Los contactos con Mauricio Macri fueron los últimos que trascendieron. Allí se habría hablado del escenario electoral para el 2027 en Córdoba saltándose a Juan Schiaretti, el interlocutor en quién el ex presidente confía. Antes fue la reunión en Buenos Aires con el experimento Dante Gebel que tanta perplejidad provoca en la clase política. También los enviados al acto que Victoria Tolosa Paz y otros peronistas bonaerenses hicieron en CABA. Y a esto hay que sumar la cercana relación con el radical santafesino Maxi Pullaro más allá del desorden que quedó en Provincias Unidas luego de la elección de medio término.
“Los peronistas somos verticalistas y elásticos: necesitamos órdenes claras desde los líderes y luego nos adaptamos a las instrucciones y ajustamos el discurso para salir a jugar a la cancha”, describió un experimentado legislador que duda entre señales tan confusas que bajan desde el poder provincial.
La difícil adaptación a una nueva versión del cordobesismo depende de cómo se interpreta a una nueva conducción. De la Sota fundó un espacio y fue un líder pragmático y carismático con lecturas muy lúcidas de lo que convenía en cada momento; Schiaretti es un jefe más rígido en los ideológico y concentrado en que los resultados electorales provienen de la eficacia de la gestión. En cambio, Martín Llaryora aun parece deberle a su partido un enfoque práctico que pueda decodificarse claramente en las bases. “Hasta ahora, lo único que nos repiten es ‘salgan a decirle a la gente todo lo que hacemos’ y eso sólo no alcanza”, dice un puntero muy arraigado en la zona sur de la ciudad.
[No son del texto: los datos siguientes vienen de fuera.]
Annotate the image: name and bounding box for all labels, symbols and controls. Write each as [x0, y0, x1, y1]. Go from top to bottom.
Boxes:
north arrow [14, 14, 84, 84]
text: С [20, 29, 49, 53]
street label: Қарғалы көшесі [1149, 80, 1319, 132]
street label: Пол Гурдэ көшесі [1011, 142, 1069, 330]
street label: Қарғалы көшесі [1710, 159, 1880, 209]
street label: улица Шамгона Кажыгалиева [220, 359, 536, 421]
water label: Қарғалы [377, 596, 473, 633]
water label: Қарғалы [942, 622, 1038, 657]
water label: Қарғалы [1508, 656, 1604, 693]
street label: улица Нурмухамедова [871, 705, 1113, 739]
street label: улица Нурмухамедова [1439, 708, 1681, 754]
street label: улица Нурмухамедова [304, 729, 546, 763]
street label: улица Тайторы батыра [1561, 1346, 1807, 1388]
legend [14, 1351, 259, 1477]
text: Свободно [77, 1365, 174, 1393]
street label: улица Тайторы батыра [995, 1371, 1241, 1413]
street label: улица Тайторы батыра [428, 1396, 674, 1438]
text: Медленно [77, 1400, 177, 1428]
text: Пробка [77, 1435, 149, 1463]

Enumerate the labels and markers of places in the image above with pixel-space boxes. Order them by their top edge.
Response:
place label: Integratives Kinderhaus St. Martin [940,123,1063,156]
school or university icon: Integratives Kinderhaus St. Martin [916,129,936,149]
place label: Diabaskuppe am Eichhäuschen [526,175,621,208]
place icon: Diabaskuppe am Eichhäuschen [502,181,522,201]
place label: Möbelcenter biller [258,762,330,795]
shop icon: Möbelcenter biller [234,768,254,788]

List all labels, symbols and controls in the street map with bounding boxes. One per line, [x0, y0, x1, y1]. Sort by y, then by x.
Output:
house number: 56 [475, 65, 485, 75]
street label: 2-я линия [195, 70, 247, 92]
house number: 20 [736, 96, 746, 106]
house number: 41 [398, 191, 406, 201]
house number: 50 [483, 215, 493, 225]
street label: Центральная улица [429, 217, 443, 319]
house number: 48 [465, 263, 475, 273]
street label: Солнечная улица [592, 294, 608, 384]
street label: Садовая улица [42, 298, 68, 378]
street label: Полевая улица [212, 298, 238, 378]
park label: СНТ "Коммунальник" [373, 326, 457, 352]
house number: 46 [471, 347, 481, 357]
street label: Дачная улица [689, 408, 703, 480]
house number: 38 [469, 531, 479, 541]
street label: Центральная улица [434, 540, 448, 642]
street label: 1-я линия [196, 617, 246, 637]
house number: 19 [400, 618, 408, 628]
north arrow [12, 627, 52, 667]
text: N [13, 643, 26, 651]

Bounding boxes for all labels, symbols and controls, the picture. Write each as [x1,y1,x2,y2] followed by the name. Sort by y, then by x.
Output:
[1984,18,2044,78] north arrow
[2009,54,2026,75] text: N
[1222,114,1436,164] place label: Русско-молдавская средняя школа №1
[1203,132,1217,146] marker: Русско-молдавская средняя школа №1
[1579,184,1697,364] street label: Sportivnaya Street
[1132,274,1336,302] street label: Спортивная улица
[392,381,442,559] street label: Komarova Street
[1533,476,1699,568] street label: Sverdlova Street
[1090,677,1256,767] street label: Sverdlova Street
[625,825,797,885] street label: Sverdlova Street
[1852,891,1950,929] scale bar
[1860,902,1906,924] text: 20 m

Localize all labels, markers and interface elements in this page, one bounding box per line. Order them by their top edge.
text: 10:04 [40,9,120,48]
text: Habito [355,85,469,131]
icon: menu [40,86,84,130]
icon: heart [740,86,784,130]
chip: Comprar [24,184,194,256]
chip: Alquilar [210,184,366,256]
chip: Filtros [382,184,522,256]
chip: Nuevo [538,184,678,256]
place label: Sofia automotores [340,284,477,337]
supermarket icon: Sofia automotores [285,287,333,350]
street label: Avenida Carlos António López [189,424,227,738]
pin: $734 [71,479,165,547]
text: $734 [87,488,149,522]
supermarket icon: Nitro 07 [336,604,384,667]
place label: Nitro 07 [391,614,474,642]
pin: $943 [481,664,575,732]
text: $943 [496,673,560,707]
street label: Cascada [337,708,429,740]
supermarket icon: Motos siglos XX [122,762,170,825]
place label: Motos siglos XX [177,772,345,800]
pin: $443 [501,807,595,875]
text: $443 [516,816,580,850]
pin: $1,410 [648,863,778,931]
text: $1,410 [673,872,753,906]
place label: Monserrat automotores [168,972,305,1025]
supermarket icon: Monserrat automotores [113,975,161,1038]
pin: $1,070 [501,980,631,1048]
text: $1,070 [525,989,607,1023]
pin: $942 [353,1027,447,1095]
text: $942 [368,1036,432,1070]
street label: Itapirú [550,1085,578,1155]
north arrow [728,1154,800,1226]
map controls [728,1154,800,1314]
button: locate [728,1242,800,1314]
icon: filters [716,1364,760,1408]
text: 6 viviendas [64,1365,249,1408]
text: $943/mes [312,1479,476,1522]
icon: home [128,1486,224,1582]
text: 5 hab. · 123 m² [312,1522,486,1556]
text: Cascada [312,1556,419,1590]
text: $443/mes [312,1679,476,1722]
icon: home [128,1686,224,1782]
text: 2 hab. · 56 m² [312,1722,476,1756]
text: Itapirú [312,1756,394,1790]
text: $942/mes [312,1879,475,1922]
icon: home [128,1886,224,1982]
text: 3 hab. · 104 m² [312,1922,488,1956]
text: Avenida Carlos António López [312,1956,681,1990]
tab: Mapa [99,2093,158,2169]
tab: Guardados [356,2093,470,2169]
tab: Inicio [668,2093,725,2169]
Opositores en modo construcción
En la punta opositora, el diputado Gabriel Bornoroni comienza a moverse en modo candidato con las limitaciones que le impone la crisis dentro de La Libertad Avanza y el equilibrio que le exige un socio tan impredecible como necesario como el senador Luis Juez. Con la presentación de la app “Qué abuso Córdoba” busca canalizar denuncias contra la administración provincial con el objeto final de hacer la conversión de los denunciantes en futuros fiscales de LLA. La búsqueda de una estructura militante propia se explica por los asistentes al acto: la radical Soledad Carrizo que junta voluntades entre los intendentes de la UCR, la bullrichista Laura Rodriguez Machado que proporciona una parte de la estructura del PRO y el juecismo que ofrece su red de dirigentes y afiliados. El jefe del bloque violeta en el Congreso aparece demasiado flaco de participación organizada y esa vulnerabilidad le exige trabajar en tándem con demasiados socios.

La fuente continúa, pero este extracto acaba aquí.